Lundi soir réunion de la section socialiste 309, « 17 présents, 4 excusés ». Ça commence par un accrochage sur la façon dont le compte-rendu de la dernière séance a été rédigé par le secrétaire. Légère tension, on passe au débat politique du jour. Les doigts se lèvent, il y aura « 19 intervenants » comptabilisés par le secrétaire Laurent Sauze. Dans son introduction, il déplore une campagne “où on ne parle pas du fond”, souligne que “Marine Le Pen est capable d’être élue mais n’aura pas 250 députés du FN”. Lui qui vote Macron se désole de la forme de l’accord Hamon/Jadot avant de conclure que “le parti est coupé en deux”.

Magali, chargée de la campagne locale en cours et qui a longuement milité au MJS décrit avec amertume “une situation catastrophique. En douze ans de vie politique je n’ai jamais vu ça ! Quand c’était la campagne Hollande ou même Royal tout le monde était derrière le candidat”. Démarré sur cette question, où la tactique électorale effleure à peine les programmes, le débat n’évoquera rien d’autre. Un jeune intervenant explique qu’on ne peut pas “être ministre et critiquer le gouvernement” comme l’a fait Hamon. Une autre, presque enthousiaste, explique au contraire : “Je ne le connaissais pas il y a trois mois, je trouve qu’il est brillant”. Quand un troisième avoue : “Je ne sais pas pour qui je vais voter”, approuvé par quelques hochements de tête. Marouane, qui avait trouvé Montebourg convaincant lors de la primaire, soutient qu’elle fut en fait “une préparation du congrès”, avant de déclarer que “mon parti socialiste n’est pas sur la ligne de Hamon…” Bref, entre ceux qui hésitent, les hamonistes et les macronistes qui font une sorte de grève des jambes, l’organisation de la campagne sur le terrain parait impossible.

Elle est donc confiée au comité de campagne qui se réunira deux jours plus tard dans la même brasserie. Les volontaires pour tractage et boitages sont six – et courageux. Ils organisent ce qu’ils peuvent, un boitage à La Soude, deux diffusions de marché et un autre sur la célèbre place Robespierre le samedi matin, à l’heure des courses.

Le mardi 7, une dizaine de militants de la 309 étaient présents au grand meeting de Benoit Hamon parc Chanot. Au milieu des 3000 présents, « chiffre décevant » pour Magali. Contents d’être venus entendre leur candidat : Hamon parle bien, ses partisans étaient ravis et les macronistes ont légèrement applaudi deux ou trois fois. Mais pas apprécié du tout qu’il s’en prenne aussi à leur candidat préféré, celui qu’il décide ce soir-là « d’appeler monsieur ». Discussions tactiques et pratiques en section, meeting centré sur les retraites et la transition démographique : il ne fut jamais question ces derniers jours de la proposition centrale de Benoit Hamon, celle qui signe son programme et sur laquelle ses experts travaillent afin de la rendre crédible : le revenu universel, quand bien même il n’est plus si universel que ça.

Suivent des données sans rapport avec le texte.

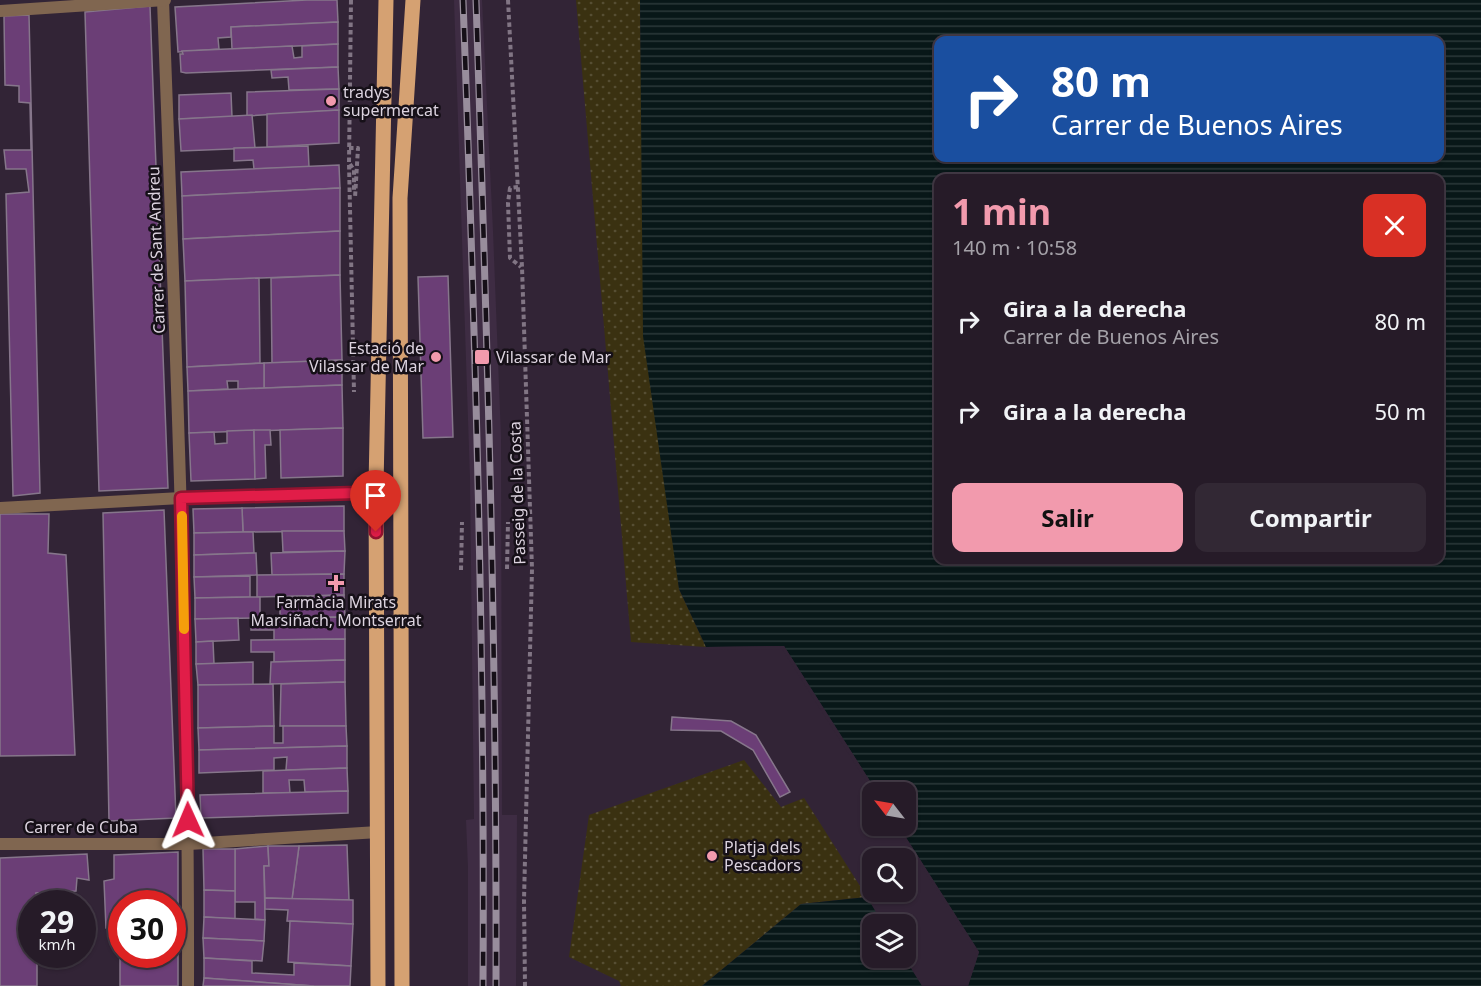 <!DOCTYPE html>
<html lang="es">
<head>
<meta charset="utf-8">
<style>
	body { margin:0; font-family:"Noto Sans",sans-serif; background:#322834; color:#f1f3f6; height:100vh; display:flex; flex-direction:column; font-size:22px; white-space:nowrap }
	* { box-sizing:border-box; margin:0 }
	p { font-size:20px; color:#a4a1a8 }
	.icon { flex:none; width:33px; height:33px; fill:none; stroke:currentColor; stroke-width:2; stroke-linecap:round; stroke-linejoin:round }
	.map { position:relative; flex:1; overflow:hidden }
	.details { position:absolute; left:934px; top:174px; width:510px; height:390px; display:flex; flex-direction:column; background:#261b28; border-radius:12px; box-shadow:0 2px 4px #0004,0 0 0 2px #423945 }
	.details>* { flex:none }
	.guide { position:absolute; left:934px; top:36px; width:510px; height:126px; border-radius:12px; box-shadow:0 2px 4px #0004,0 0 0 2px #423945; background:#1a4fa0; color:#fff; overflow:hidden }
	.needle { width:39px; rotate:301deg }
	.controls { position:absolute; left:862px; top:782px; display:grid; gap:12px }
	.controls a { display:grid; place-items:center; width:54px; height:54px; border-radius:12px; background:#261b28; box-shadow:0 2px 4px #0004,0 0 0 2px #423945; font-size:30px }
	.speed { position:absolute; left:18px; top:890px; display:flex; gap:12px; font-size:30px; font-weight:700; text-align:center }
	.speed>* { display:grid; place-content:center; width:78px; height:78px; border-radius:50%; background:#261b28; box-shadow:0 2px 4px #0004,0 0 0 2px #423945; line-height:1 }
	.speed small { font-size:15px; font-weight:400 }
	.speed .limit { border:9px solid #d22; background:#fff; color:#111 }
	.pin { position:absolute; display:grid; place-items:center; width:51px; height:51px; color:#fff; margin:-62px -26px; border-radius:50% 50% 50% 0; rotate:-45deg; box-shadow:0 0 6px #0007 }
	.pin .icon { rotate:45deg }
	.me { position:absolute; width:66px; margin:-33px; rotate:359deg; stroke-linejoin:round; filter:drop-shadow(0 0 4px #0008) }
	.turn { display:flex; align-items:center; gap:21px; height:126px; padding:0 18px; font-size:27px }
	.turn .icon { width:78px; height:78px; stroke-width:2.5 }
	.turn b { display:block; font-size:42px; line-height:51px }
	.round { display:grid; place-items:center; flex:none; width:63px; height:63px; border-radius:12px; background:#322834 }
	.headline { display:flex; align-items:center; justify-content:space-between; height:102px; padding:0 18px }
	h1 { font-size:36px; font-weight:700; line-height:45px; color:#f29aad }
	.cta { display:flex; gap:12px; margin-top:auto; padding:12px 18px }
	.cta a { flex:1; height:69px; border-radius:12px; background:#f29aad; color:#111; font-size:24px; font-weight:700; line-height:69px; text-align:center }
	.cta a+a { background:#322834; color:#f1f3f6 }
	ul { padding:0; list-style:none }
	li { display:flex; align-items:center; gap:18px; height:90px; padding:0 18px }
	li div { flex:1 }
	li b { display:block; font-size:22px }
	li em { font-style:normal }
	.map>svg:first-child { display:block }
</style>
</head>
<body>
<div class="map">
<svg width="1481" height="986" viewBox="0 0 1481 986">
	<defs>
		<pattern id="sand-dots" width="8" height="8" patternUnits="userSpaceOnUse" patternTransform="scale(1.5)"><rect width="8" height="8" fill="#3a3111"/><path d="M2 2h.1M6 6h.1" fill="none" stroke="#564e33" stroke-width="1.8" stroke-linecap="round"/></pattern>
		<pattern id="water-rules" width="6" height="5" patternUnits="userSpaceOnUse" patternTransform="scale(1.5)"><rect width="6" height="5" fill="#081718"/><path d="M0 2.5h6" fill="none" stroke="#2b3839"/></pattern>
	</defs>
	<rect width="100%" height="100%" fill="#322436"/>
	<!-- built -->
	<path fill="#3e2c43" d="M454,0H482L493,231L501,437L502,815H517L516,986H468V868L466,820L474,819L470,479Z"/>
	<!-- sand -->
	<g fill="url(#sand-dots)">
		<path d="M576,0H640L642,141L679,589L706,647L631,642Z"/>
		<path d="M744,760L781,807L804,798L867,897L801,904L702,986H621L619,981L569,957L589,815Z"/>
	</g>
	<!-- water -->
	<g fill="url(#water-rules)" fill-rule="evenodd">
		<path d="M640,0H1481V986H968L979,952L898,825H906V792H877L784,646L706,647L679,589L643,336ZM939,40H1440V158H939ZM939,178H1440V560H939Z"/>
		<path d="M867,897L883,924H873V957H904L922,986H702L801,904Z"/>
	</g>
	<!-- pier -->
	<g fill="#322436">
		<path d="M784,646L877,792H873L782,649L706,650L703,647Z"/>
		<path d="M895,825H898L979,952L968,986H965L976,953Z"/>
	</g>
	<!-- building -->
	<g fill="#6b3e76" stroke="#86768b" stroke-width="1.5" fill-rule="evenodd">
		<path d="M307,0H337L338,22L231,27V37L218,38L219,49L178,52L175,7Z"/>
		<path d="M150,6L168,488L99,491L85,12Z"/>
		<path d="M29,15L40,493L13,496L6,194L29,192L26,169H6L4,150H31L30,103L19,102V86L5,85L4,16Z"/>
		<path d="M338,22V44L232,49L231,27Z"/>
		<path d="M338,44V67L186,73L181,72L180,54H183L182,51L292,46L294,58L302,57V46Z"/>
		<path d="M338,67L339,89L289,90L288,77L272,78L271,70Z"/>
		<path d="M339,89V110L247,116V92Z"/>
		<path d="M231,93L232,117L179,119V95Z"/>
		<path d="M339,110V143L267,147V114Z"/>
		<path d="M252,115L255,148L181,151L179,119Z"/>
		<path d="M308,146L309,167L254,169L253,160L234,161V148Z"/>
		<path d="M339,165L340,188L182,196L181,172Z"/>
		<path d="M340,188V231L183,239L182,196Z"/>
		<path d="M340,231V275L185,281L183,239Z"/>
		<path d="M340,275L342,360L272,363L271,278Z"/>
		<path d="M448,276L453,437L423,438L418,277Z"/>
		<path d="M259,278L260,363L187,367L185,281Z"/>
		<path d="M342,360V385L264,388V363Z"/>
		<path d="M264,363V388L238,389V381H227L228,389L188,391L187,367Z"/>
		<path d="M342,385L343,428L189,433L188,391Z"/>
		<path d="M343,428V476L281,478L280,430Z"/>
		<path d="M254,430L255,479L191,481L189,433L214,432L215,444L227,443V431Z"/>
		<path d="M254,430H270L271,445H265L266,478L255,479Z"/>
		<path d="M344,506V531L243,532L242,508Z"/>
		<path d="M242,508L243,532L194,533L193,509Z"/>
		<path d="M164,510L176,818L109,821L103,513Z"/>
		<path d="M0,514H49L48,553L66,555L75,755L0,756Z"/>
		<path d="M282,531H344L345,551L283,552Z"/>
		<path d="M243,532H253L254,553L194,555V533Z"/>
		<path d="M345,551L344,574L272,575L271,553Z"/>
		<path d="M254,553H256L257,575L194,577V555Z"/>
		<path d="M344,574V595L257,597V575Z"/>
		<path d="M250,576V597L195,598L194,577Z"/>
		<path d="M344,595L345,617L280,618V597Z"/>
		<path d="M250,597H260V618L195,619V598Z"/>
		<path d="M345,617V639L274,640V630H251V618Z"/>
		<path d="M238,618L239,640L196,642L195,619Z"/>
		<path d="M345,639V660L274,662V652H251V640Z"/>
		<path d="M213,641L214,664H196V642Z"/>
		<path d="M345,660V682L270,684L271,662Z"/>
		<path d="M253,662V685H198L196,664Z"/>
		<path d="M345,682L346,726H280L281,684Z"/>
		<path d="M273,684L274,726L198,728V685Z"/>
		<path d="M672,717L731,721L756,735L790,792L780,797L753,750L721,731L671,730Z"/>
		<path d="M274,726V743H283V726H346L347,746L199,750L198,728Z"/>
		<path d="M347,746V768L286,770L287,757L274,758V770L199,773V750Z"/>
		<path d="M347,768L348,791L305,792L304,780H289L290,793H263V771Z"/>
		<path d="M348,791V813L201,818L200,795Z"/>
		<path d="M347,845L349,900L292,899L299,846Z"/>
		<path d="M268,846L269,866H264L265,920L255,919V902H235V849Z"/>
		<path d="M268,846H299L292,899L265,898L264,866H269Z"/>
		<path d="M203,849H235V891L204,890Z"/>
		<path d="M178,852V986H120V927L106,928L104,881L114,879V855ZM122,903H172V954H122Z"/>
		<path d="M87,854L89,880L77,878L76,891L36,893V903H32V954H37V986H0V858Z"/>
		<path d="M204,890L235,891V919L204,917Z"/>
		<path d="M265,898L353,900V924L287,921L288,910L265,909Z"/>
		<path d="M204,917L265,920L264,941L203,938Z"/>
		<path d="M290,921L353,924L351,966L288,962Z"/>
		<path d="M203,938L264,941L262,961L204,958Z"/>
		<path d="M204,958L252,961V973L294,975V963L351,966L350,986H314L204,978Z"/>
		<path d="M204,978L314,986H203Z"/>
	</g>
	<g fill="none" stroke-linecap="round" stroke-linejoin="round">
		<!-- path -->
		<g stroke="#817584" stroke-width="4" stroke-dasharray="4.5 3" stroke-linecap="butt">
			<path d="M351,0L349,163L354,392"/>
			<path d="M508,0L522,267L532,569L524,900L525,986"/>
			<path d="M349,148H358L355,198"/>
			<path d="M350,164L354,170V192"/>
			<path d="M518,187L510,188L508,203L510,258L521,267"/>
			<path d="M507,569L508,522"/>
			<path d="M461,570L462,522"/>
		</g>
		<!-- street -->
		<g stroke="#806650" stroke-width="12">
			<path d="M163,0C175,329 189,657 188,986"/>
			<path d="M0,11L165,0"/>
			<path d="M0,508L181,498L357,493L376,486"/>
			<path d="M0,844H189L378,832"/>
		</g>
		<!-- primary -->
		<g stroke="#d5a172" stroke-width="15">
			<path d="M378,986L376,486L386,0"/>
			<path d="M402,986L400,198L413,0"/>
		</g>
		<defs>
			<g id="rail">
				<path d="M463,0C475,329 485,657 483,986"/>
				<path d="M476,0C487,329 497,657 496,986"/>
			</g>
		</defs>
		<!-- rail casing -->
		<use href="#rail" stroke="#988d9c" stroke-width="7"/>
		<!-- rail -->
		<use href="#rail" stroke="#161018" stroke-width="4.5" stroke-dasharray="14" stroke-linecap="butt"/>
	</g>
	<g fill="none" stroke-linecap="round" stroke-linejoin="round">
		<defs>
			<path id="route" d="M188,820L181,498L357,493L376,486V532"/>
		</defs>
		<!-- route casing -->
		<use href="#route" stroke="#92132f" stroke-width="15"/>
		<!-- route -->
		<use href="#route" stroke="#e11d48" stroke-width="10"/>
		<!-- slow -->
		<path stroke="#f59e0b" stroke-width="10" d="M182,516L184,629"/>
	</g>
	<!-- markers -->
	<g fill="#f29aad" stroke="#161018" stroke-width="2">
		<circle cx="331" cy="101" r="6"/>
		<circle cx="436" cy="357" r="6"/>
		<rect x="474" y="349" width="16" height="16" rx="3"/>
		<path d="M333 574h6v6h6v6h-6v6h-6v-6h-6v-6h6z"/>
		<circle cx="712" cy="856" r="6"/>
	</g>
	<g text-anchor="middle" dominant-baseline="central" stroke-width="5" stroke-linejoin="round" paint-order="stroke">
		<!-- poi labels -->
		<g font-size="16" fill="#dcd3df" stroke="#161018" text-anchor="start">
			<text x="343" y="92">tradys<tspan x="343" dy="18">supermercat</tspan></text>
			<text x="424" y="348" text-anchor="end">Estació de<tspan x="424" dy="18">Vilassar de Mar</tspan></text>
			<text x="496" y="357">Vilassar de Mar</text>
			<text x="336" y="602" text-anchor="middle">Farmàcia Mirats<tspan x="336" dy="18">Marsiñach, Montserrat</tspan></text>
			<text x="724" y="847">Platja dels<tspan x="724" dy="18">Pescadors</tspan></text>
		</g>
		<!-- street labels -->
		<g font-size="16" fill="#dcd3df" stroke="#161018">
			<text transform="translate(156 250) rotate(-92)">Carrer de Sant Andreu</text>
			<text transform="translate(517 493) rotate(-92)">Passeig de la Costa</text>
			<text x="81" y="827">Carrer de Cuba</text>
		</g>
	</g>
</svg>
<div class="controls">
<a><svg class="needle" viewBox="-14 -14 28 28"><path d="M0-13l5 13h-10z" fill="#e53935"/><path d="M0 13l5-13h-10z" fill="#a4a1a8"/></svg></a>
<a><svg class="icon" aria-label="search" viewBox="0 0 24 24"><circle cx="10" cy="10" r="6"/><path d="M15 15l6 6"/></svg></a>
<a><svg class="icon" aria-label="layers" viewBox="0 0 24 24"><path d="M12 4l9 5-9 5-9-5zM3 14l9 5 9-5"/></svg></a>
</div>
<div class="speed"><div>29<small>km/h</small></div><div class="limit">30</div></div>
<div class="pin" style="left:376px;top:532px;background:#d93025"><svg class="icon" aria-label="arrive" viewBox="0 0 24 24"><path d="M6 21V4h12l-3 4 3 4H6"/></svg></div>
<svg class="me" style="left:188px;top:820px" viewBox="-20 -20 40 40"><path d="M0-17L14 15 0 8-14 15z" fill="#e11d48" stroke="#fff" stroke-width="4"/></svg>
<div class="guide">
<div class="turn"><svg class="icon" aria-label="right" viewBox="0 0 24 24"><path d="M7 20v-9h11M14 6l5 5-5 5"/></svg><div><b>80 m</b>Carrer de Buenos Aires</div></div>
</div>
<section class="details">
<div class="headline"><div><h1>1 min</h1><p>140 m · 10:58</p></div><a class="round" style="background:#d93025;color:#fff"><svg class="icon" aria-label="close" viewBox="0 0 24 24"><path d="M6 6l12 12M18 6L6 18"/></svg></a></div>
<ul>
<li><svg class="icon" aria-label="right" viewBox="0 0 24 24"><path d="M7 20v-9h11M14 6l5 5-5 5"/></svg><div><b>Gira a la derecha</b><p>Carrer de Buenos Aires</p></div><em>80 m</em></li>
<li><svg class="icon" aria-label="right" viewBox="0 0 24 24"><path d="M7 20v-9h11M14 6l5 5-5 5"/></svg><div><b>Gira a la derecha</b></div><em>50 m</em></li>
</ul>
<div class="cta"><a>Salir</a><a>Compartir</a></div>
</section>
</div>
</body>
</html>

À gauche, le meeting de Hamon, à droite, la réunion de la paroisse sur le revenu universel

Pourtant, cette passionnante et très délicate discussion de fond a bien eu lieu à Mazargues : lors de la réunion paroissiale du vendredi 3 mars, salle Ramiel, juste derrière l’église. S’y tint en effet à partir de 19h30 un « apéro-débat » avec 35 présents qui se retrouvent en bavardant autour de quelques morceaux de pizza, de quiche ou de fromage.

Installation en arc de cercle, l’animateur présente l’équipe qui a préparé la réunion, dont “mon épouse, c’est pas un emploi fictif”. La discussion commence, portée par deux hommes qui connaissent le dossier sur le bout des doigts. Celui qui présente les arguments “pour”, Steeve, est scientifique en mathématiques et chercheur à Luminy. Le “contre”, Gilles, est économiste, enseignant et chercheur. Attention soutenue, les arguments sont illustrés par des tableaux analytiques projetés sur le mur blanc. Dans un silence complet, deux petites vidéos, extraites de débats télévisés, montrent des partisans et des adversaires « de gauche comme de droite » de ce revenu universel.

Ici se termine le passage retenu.